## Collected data
________________________

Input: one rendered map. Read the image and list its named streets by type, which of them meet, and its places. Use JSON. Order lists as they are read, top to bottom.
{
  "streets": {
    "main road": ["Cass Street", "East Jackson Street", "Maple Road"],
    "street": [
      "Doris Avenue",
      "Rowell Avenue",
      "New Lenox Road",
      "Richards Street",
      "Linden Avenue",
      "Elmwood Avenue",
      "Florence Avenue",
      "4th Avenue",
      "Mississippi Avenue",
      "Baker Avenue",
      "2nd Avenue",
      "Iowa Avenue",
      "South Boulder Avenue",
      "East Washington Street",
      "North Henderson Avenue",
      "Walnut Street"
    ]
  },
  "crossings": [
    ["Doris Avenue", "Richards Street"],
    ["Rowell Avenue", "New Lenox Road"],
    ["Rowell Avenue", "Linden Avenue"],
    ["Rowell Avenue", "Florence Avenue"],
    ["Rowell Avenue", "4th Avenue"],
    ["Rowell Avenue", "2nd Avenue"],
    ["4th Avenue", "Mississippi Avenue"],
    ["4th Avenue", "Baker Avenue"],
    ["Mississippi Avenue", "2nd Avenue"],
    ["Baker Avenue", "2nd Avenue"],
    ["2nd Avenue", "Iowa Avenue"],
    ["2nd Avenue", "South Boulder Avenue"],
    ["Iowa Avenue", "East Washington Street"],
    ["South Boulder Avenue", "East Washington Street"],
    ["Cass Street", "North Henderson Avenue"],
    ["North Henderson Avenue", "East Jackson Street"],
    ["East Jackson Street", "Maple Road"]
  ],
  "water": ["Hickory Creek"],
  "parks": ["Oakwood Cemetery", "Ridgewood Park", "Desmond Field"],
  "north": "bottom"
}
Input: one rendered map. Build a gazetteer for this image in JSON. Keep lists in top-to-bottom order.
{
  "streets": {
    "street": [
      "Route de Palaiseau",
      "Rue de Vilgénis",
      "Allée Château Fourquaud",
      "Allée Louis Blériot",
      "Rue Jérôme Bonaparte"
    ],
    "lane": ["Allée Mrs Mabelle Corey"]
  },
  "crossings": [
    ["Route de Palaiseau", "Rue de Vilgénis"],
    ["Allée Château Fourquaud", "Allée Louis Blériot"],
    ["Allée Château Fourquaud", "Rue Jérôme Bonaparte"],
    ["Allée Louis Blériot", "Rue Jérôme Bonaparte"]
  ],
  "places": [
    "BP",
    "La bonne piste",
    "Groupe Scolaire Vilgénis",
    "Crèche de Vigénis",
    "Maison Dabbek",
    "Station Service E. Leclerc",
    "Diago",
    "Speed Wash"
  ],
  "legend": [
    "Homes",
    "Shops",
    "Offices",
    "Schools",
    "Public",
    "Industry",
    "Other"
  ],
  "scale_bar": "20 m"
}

________________________

Search the entries for "Louis" and copy out each line that has it.

      "Allée Louis Blériot",
    ["Allée Château Fourquaud", "Allée Louis Blériot"],
    ["Allée Louis Blériot", "Rue Jérôme Bonaparte"]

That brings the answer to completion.